Legislatura 14ª - Aula - Resoconto stenografico della seduta n. 354 del 12/03/2003

MALABARBA (Misto-RC). Illustro l'emendamento 1.101, signor Presidente.

Stiamo parlando della missione «Enduring Freedom». A suo tempo, vi fu una forte discussione in quest'Aula sulla natura della guerra in Afghanistan, che allora veniva presentata dal Governo e da un accordo bipartisan come una guerra contro il terrorismo. Come è noto, a meno di non voler ignorare la realtà, l'organizzazione terroristica Al Qaeda è stata, forse, appena scalfita da «Enduring Freedom». Osama Bin Laden continua a lanciare i suoi proclami e, secondo i servizi di intelligenza degli stessi Stati Uniti e della Gran Bretagna, l'organizzazione si è diffusa in una decina o, secondo altri, in una ventina di Paesi.

Quindi, la guerra in Afghanistan a tutto è servita, almeno finora, tranne che a combattere l'organizzazione Al Qaeda. Al contrario, è servita moltissimo per destabilizzare l'area, e le vicende indo-pakistane dovrebbero essere di fronte a tutti per ricordarlo. È servita per installare una presenza militare che, probabilmente, durerà anni, se non decenni.

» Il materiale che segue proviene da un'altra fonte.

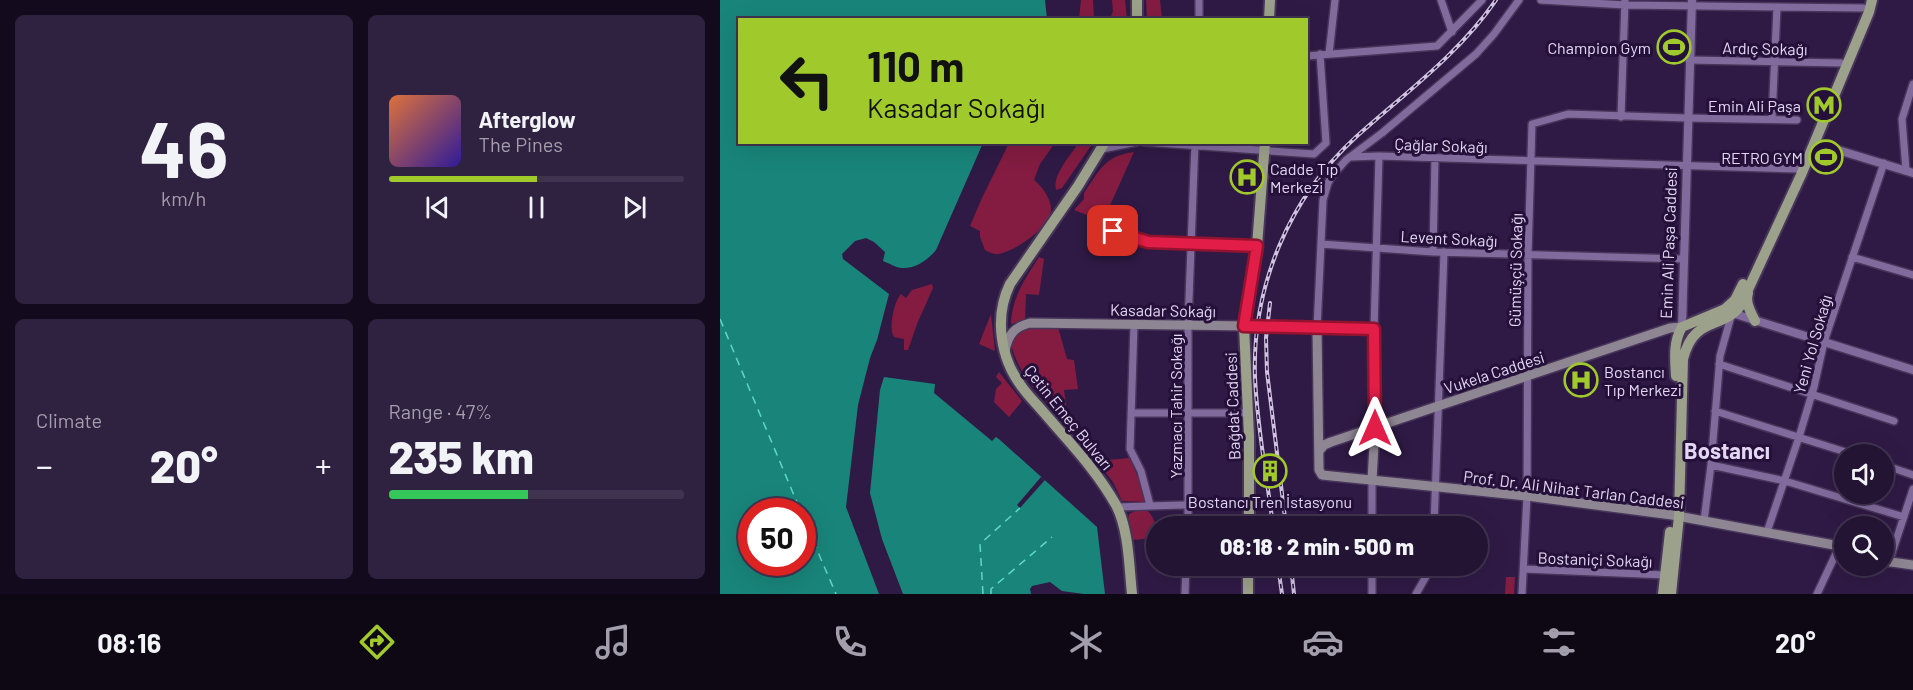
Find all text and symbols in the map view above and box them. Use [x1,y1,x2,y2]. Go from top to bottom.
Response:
sports icon: Champion Gym [1656,29,1692,65]
place label: Champion Gym [1547,38,1651,57]
street label: Ardıç Sokağı [1722,38,1808,58]
text: 110 m [867,40,964,90]
icon: left [768,42,846,120]
metro station icon: Emin Ali Paşa [1806,87,1842,123]
text: Kasadar Sokağı [867,91,1046,123]
place label: Emin Ali Paşa [1708,96,1801,115]
text: 46 [139,100,228,194]
text: Afterglow [479,106,576,132]
text: The Pines [479,132,563,156]
street label: Çağlar Sokağı [1394,134,1488,156]
sports icon: RETRO GYM [1808,139,1844,175]
place label: RETRO GYM [1721,148,1803,167]
hospital icon: Cadde Tıp Merkezi [1229,159,1265,195]
place label: Cadde Tıp Merkezi [1270,159,1338,196]
street label: Emin Ali Paşa Caddesi [1656,167,1680,319]
text: km/h [161,186,206,210]
icon: previous [421,191,454,224]
icon: pause [520,191,553,224]
icon: next [618,191,651,224]
pin [1087,205,1138,256]
street label: Gümüşçü Sokağı [1505,213,1525,327]
icon: arrive [1096,214,1129,247]
street label: Levent Sokağı [1400,226,1498,250]
street label: Yeni Yol Sokağı [1789,292,1835,396]
street label: Kasadar Sokağı [1110,300,1216,320]
street label: Yazmacı Tahir Sokağı [1166,334,1185,478]
street label: Vukela Caddesi [1441,347,1547,397]
street label: Bağdat Caddesi [1221,352,1243,460]
street label: Çetin Emeç Bulvarı [1021,361,1117,473]
hospital icon: Bostancı Tıp Merkezi [1563,362,1599,398]
place label: Bostancı Tıp Merkezi [1604,362,1682,399]
position arrow [1343,396,1407,460]
text: Range · 47% [389,399,492,423]
text: Climate [36,408,102,432]
text: 235 km [389,429,534,483]
district label: Bostancı [1684,437,1770,463]
text: 20° [150,438,218,492]
map controls [1834,444,1894,576]
button: sound [1834,444,1894,504]
text: − [36,445,53,485]
text: + [315,445,332,485]
building icon: Bostancı Tren İstasyonu [1252,453,1288,489]
street label: Prof. Dr. Ali Nihat Tarlan Caddesi [1462,466,1686,512]
place label: Bostancı Tren İstasyonu [1188,492,1352,511]
speed limit sign: 50 [738,498,816,576]
button: search [1834,516,1894,576]
text: 08:18 · 2 min · 500 m [1220,533,1414,559]
street label: Bostaniçi Sokağı [1537,548,1653,570]
icon: directions [356,621,398,663]
icon: music [592,621,634,663]
icon: phone [829,621,871,663]
icon: climate [1065,621,1107,663]
icon: car [1302,621,1344,663]
icon: filters [1538,621,1580,663]
text: 08:16 [97,626,161,658]
text: 20° [1775,626,1816,658]

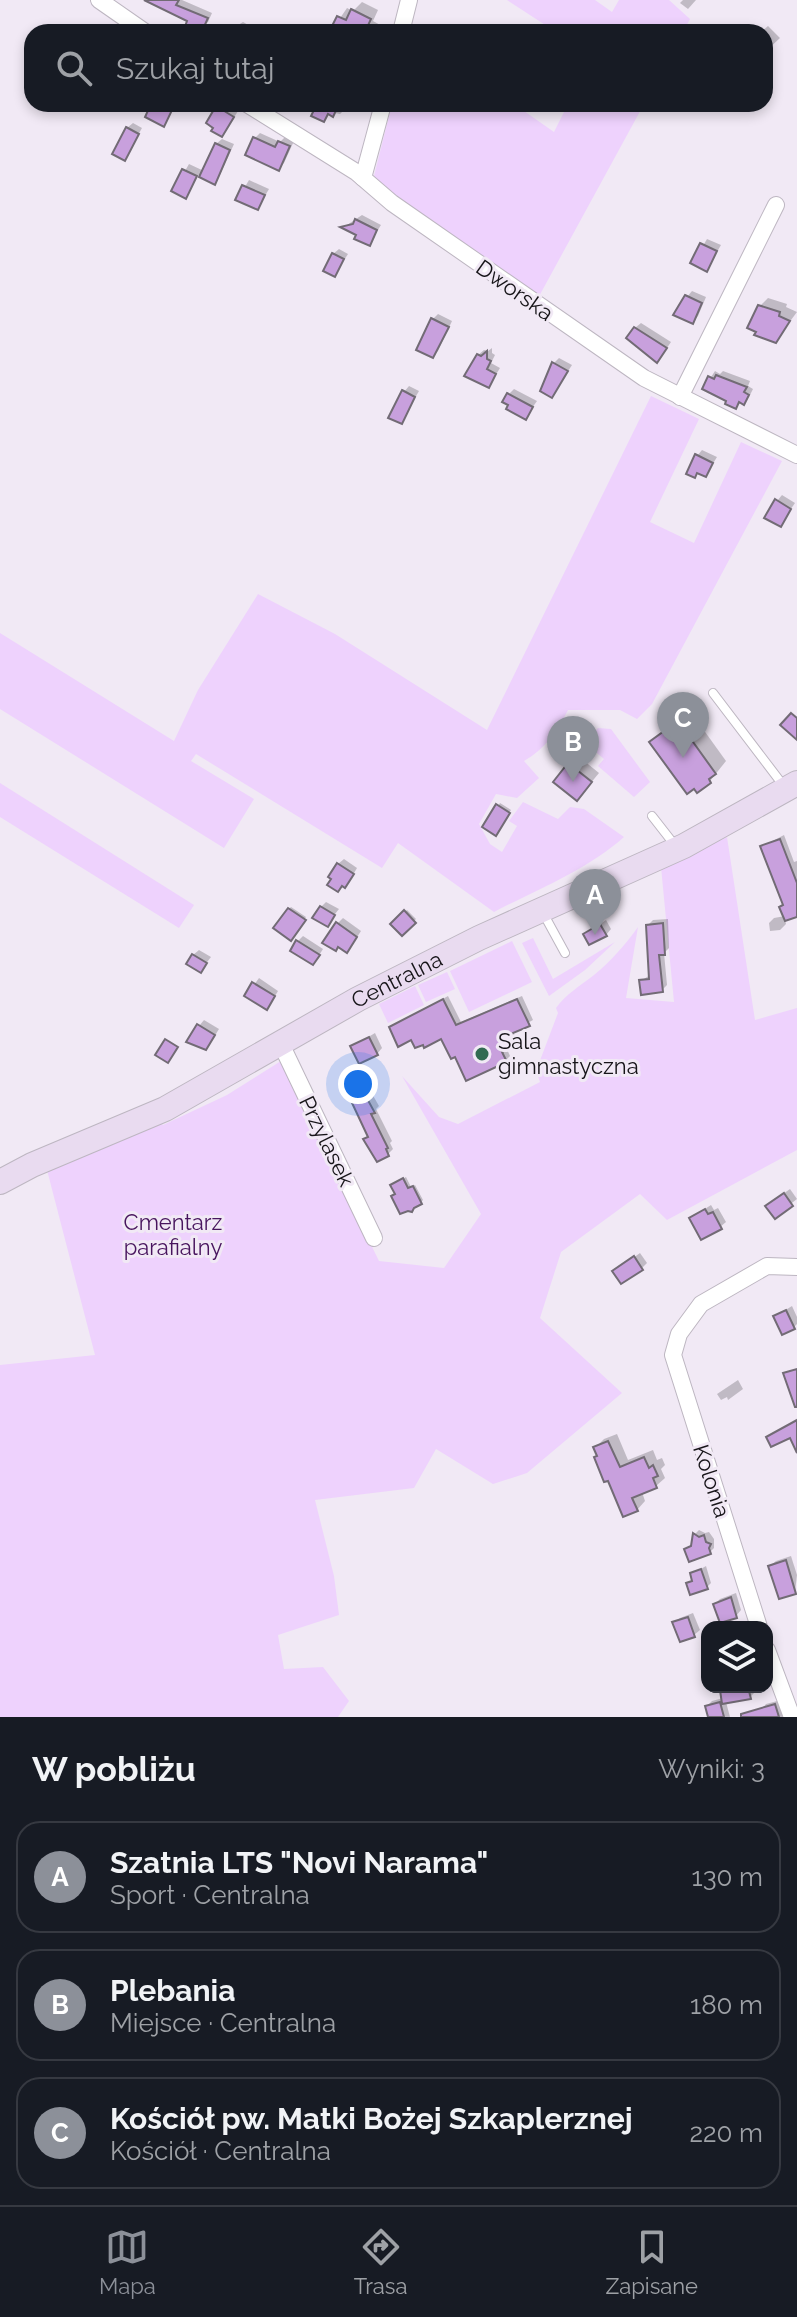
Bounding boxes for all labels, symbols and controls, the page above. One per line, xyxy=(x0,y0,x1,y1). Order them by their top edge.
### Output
search box xyxy=(24,24,773,112)
icon: search xyxy=(52,46,96,90)
text: Szukaj tutaj xyxy=(116,51,274,86)
street label: Dworska xyxy=(471,254,559,326)
pin: C xyxy=(657,692,709,758)
pin: B xyxy=(547,716,599,782)
pin: A xyxy=(569,869,621,935)
street label: Centralna xyxy=(347,946,447,1013)
place label: Sala gimnastyczna xyxy=(498,1028,639,1079)
marker: Sala gimnastyczna xyxy=(473,1045,491,1063)
your location xyxy=(338,1064,378,1104)
street label: Przylasek xyxy=(294,1092,360,1191)
park label: Cmentarz parafialny xyxy=(124,1209,223,1260)
street label: Kolonia xyxy=(688,1441,736,1521)
map controls xyxy=(701,1621,773,1693)
button: layers xyxy=(701,1621,773,1693)
text: W pobliżu xyxy=(32,1749,196,1789)
text: Wyniki: 3 xyxy=(658,1754,765,1784)
text: Szatnia LTS "Novi Narama" xyxy=(110,1845,488,1880)
text: A xyxy=(51,1862,69,1892)
text: 130 m xyxy=(692,1862,763,1892)
text: Sport · Centralna xyxy=(110,1880,310,1910)
text: Plebania xyxy=(110,1973,235,2008)
text: B xyxy=(51,1990,69,2020)
text: 180 m xyxy=(690,1990,763,2020)
text: Miejsce · Centralna xyxy=(110,2008,336,2038)
text: Kościół pw. Matki Bożej Szkaplerznej xyxy=(110,2101,633,2136)
text: C xyxy=(51,2118,69,2148)
text: 220 m xyxy=(689,2118,763,2148)
text: Kościół · Centralna xyxy=(110,2136,331,2166)
tab: Mapa xyxy=(99,2225,156,2299)
tab: Trasa xyxy=(354,2225,407,2299)
tab: Zapisane xyxy=(605,2225,698,2299)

Certo, il regime dei talibani è caduto, e noi dobbiamo essere chiaramente contrari a regimi di questa natura. Per noi l'opposizione al regime talibano non è certo una novità e data da tempo assai remoto rispetto a tanti che si sono in qualche modo scoperti fautori oggi della libertà in Afghanistan, perché la violazione della libertà e dei diritti umani va sempre denunciata e combattuta ovunque si manifesti, sia in Cina, sia negli Stati Uniti, sia in Iraq, sia in Arabia Saudita. Non si può certo pensare che la situazione in Afghanistan sia del tutto risolta neanche da questo punto di vista. Infatti, il contingente di alpini viene mandato a continuare una guerra i cui contorni umanitari sono disastrosi, visto quanto è successo subito dopo l'inizio della stessa guerra in Afghanistan. Mi riferisco alle decine di migliaia di morti, alle fosse comuni, ai prigionieri uccisi e torturati da parte delle forze angloamericane e dei loro alleati.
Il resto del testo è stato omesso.